La zone euro est dans le piège d’un scénario à la japonaise

Le piège économique se referme inexorablement dans la zone euro. Le scénario de la déflation japonaise était connu. Il était même dénoncé comme le pire danger économique. Et pourtant, par manque de vision et par obstination politique, la zone euro s’engage dans cette voie mortifère.

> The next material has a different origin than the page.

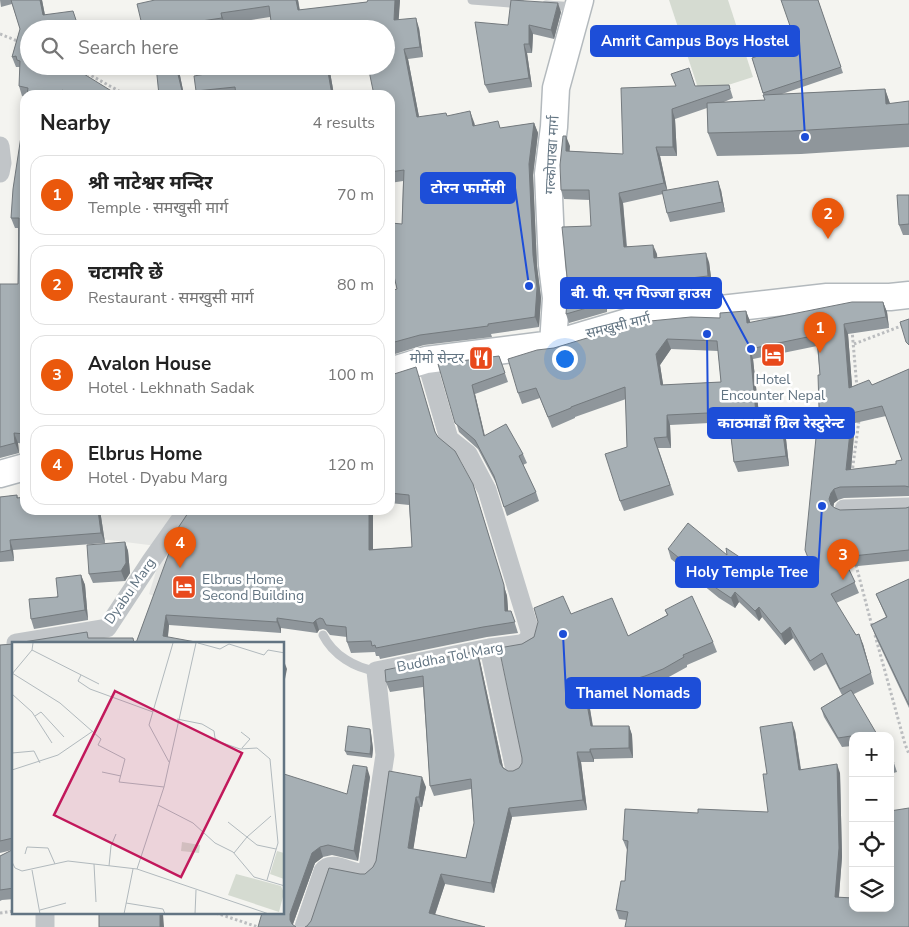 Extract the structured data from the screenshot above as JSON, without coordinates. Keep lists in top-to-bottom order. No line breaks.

Une déflation est plus grave qu’une inflation. En effet, une inflation peut être combattue par une augmentation autoritaire des taux d’intérêt et des contrôles des prix, avec pour corollaire un tassement économique. Par contre, une déflation est une résignation, parce que la politique monétaire classique devient inopérante. Elle entraîne le chômage, un marasme économique et une augmentation du taux d’intérêt réel, c’est-à-dire après déduction de l’inflation, des emprunts (publics et privés), qui contrarie les investissements. Une déflation s’accompagne d’ailleurs souvent d’un piège de la liquidité, qui est une situation caractérisée par l’accumulation d’épargnes de précaution malgré des taux d’intérêt très bas.

Cette déflation est liée à deux erreurs de politique économique. La première erreur relève d’une grave myopie politique. Dès la crise de 2008, il était évident qu’un terrible choc allait affecter l’économie réelle. Ce choc de 2008 activa les stabilisateurs économiques des Etats qui durent, de surcroît, recapitaliser ou nationaliser les banques. La croissance de leur endettement était donc inéluctable, d’autant que le choc de vieillissement de la population commença à embraser les dépenses de retraites. Face à la croissance naturelle de l’endettement public, Bruxelles a pourtant décidé d’imposer de violentes politiques d’austérité. C’était une erreur totale, comme si la théorie keynésienne avait été lue avec dyslexie…

La contraction budgétaire est aujourd’hui scellée dans un pacte européen qui va inévitablement catalyser la contorsion économique. Ce pacte exige donc de diminuer l’excédent d’endettement public de 5% par an, afin d’atteindre un rapport de la dette publique sur le produit intérieur brut (PIB) de 60%. Cette règle se conjugue désormais à ce qu’on appelle la «règle d’or», qui exige de ne pas dépasser un déficit «structurel», c’est-à-dire en ne tenant pas compte des aléas conjoncturels, égal à 0,5% du PIB. Faute de pouvoir réaliser une dévaluation monétaire «externe», l’Europe a imposé une dévaluation «interne», à savoir une contraction budgétaire et des modérations salariales, traduites sous l’exigence de programmes d’austérité, désormais consacrés par le pacte budgétaire.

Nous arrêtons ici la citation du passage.